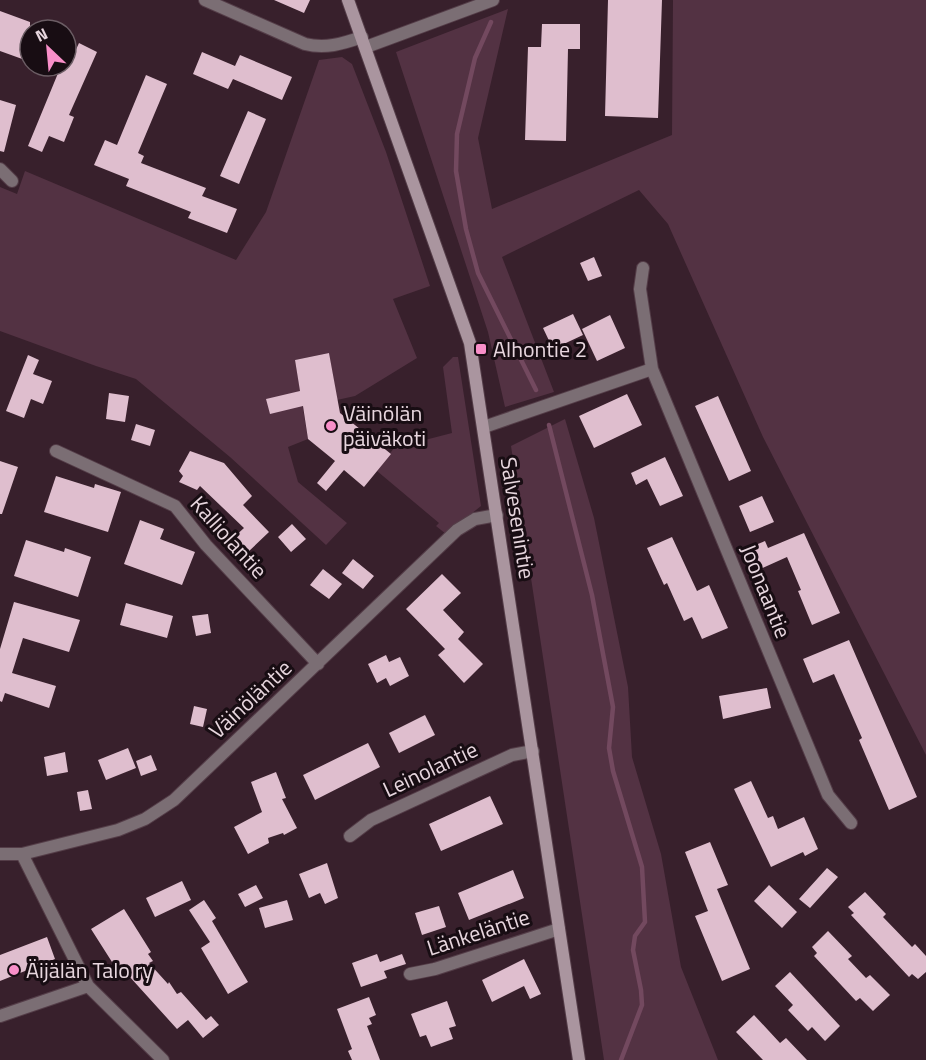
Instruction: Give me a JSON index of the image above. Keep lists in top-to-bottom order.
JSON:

---

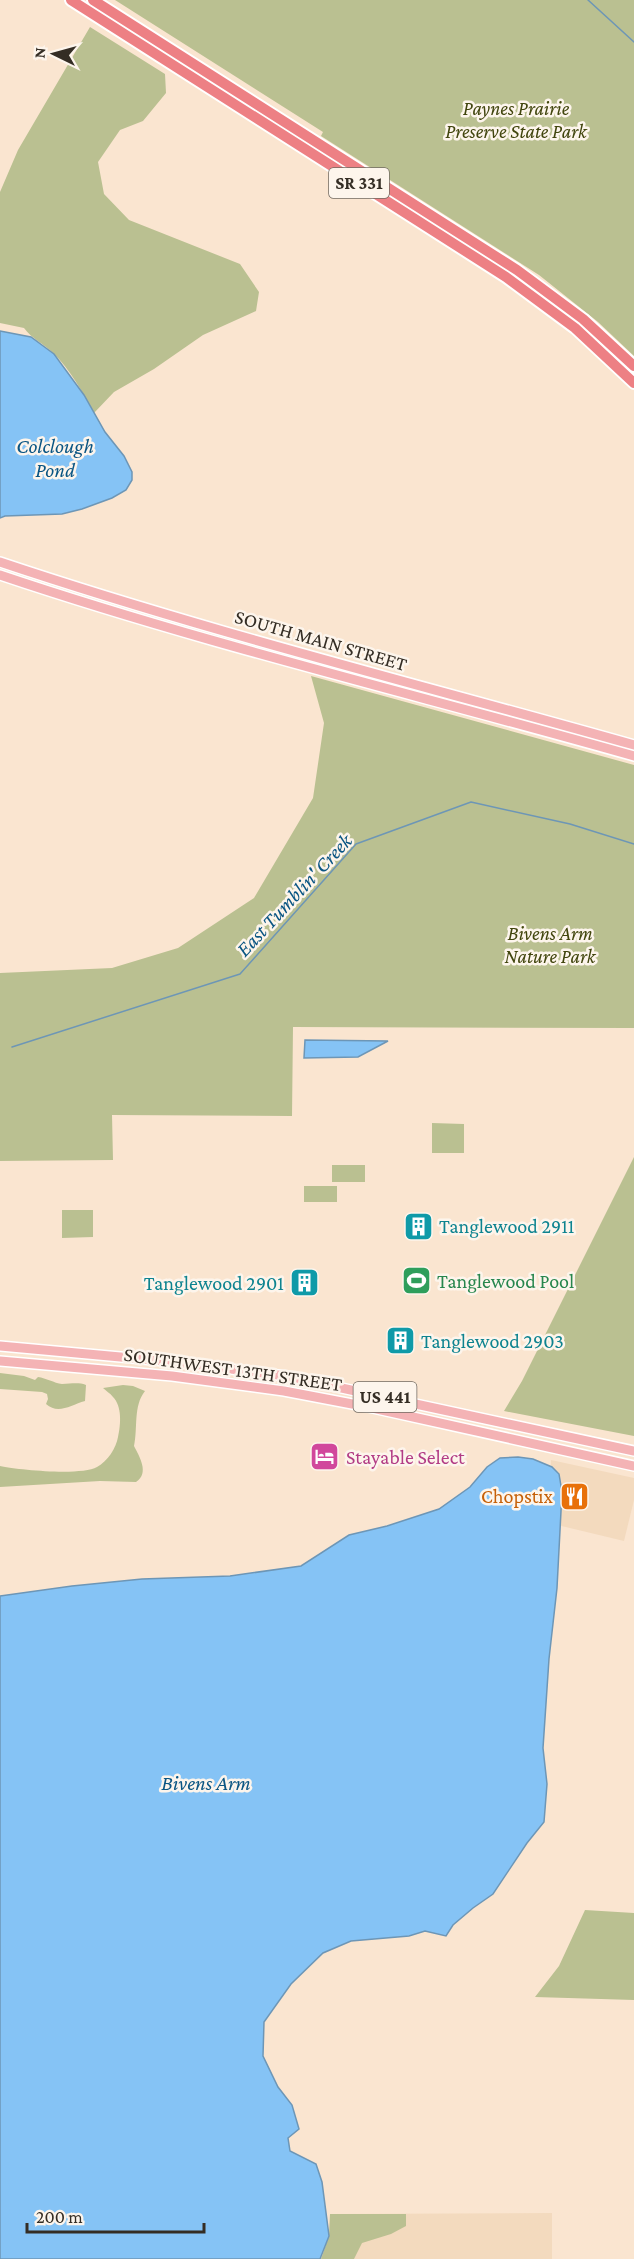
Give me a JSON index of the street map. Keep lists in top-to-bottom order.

--

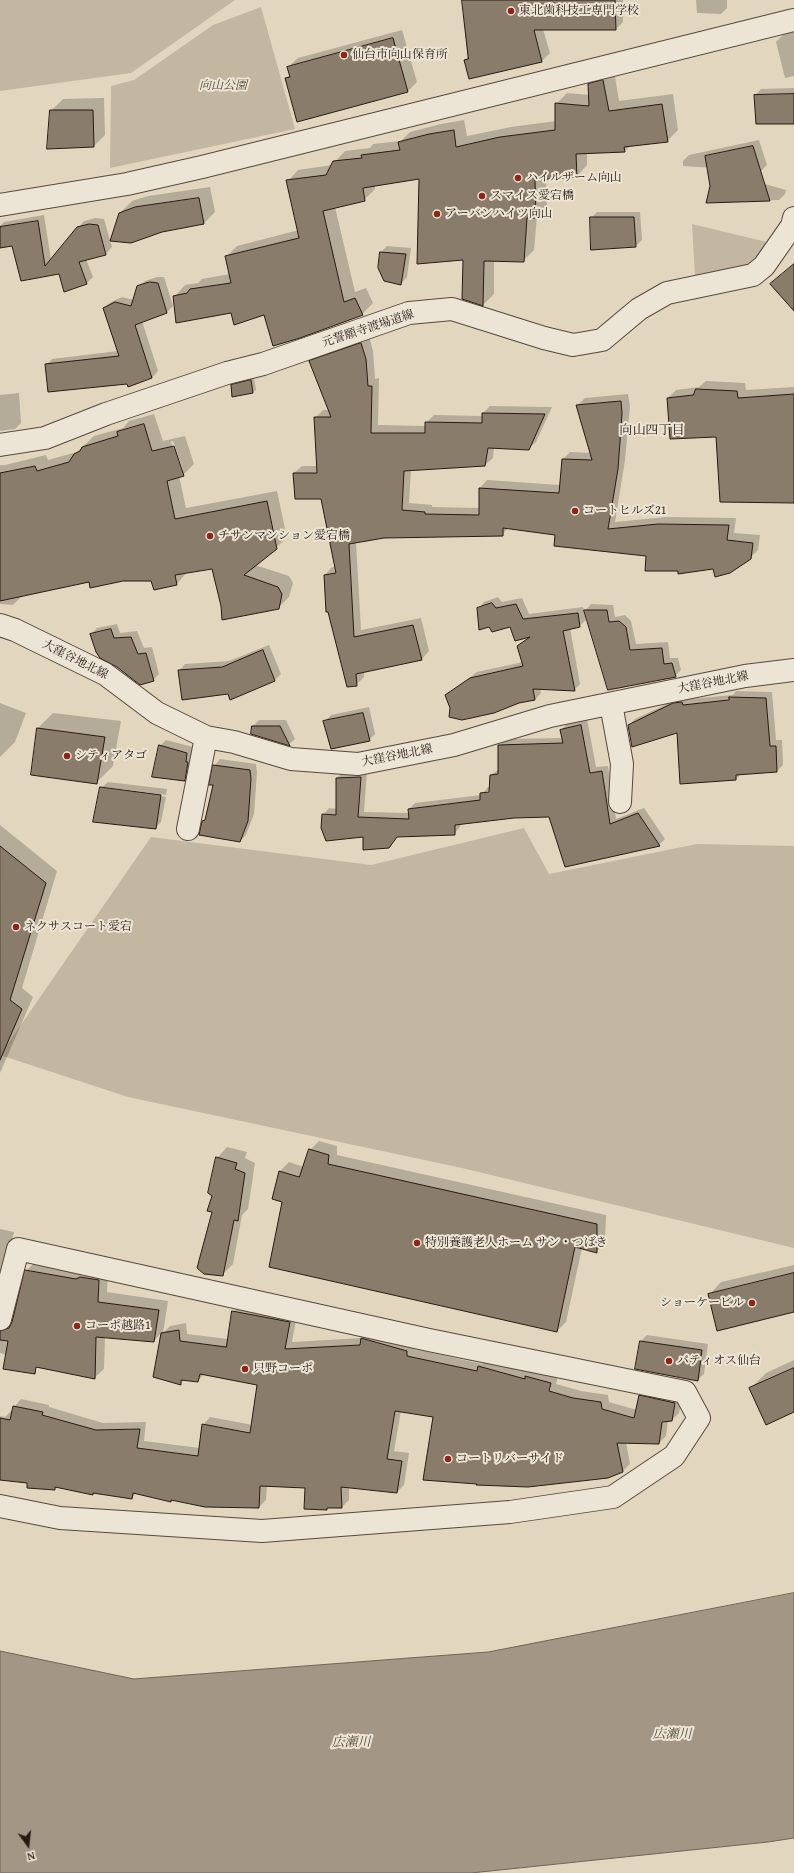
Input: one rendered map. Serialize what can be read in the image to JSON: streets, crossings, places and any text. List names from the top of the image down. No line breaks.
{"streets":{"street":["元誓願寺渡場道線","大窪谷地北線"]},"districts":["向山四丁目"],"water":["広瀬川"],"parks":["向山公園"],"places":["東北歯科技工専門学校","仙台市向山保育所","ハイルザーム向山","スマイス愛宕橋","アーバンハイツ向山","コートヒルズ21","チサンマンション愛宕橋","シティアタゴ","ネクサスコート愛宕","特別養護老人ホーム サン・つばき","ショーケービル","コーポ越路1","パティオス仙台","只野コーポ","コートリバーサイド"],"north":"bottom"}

-- TASK DETAILS --
Search the listing for the string "index". Copy each line where it is found.

-- SOLUTION TO THE EXERCISE --
Instruction: Give me a JSON index of the image above. Keep lists in top-to-bottom order.
Give me a JSON index of the street map. Keep lists in top-to-bottom order.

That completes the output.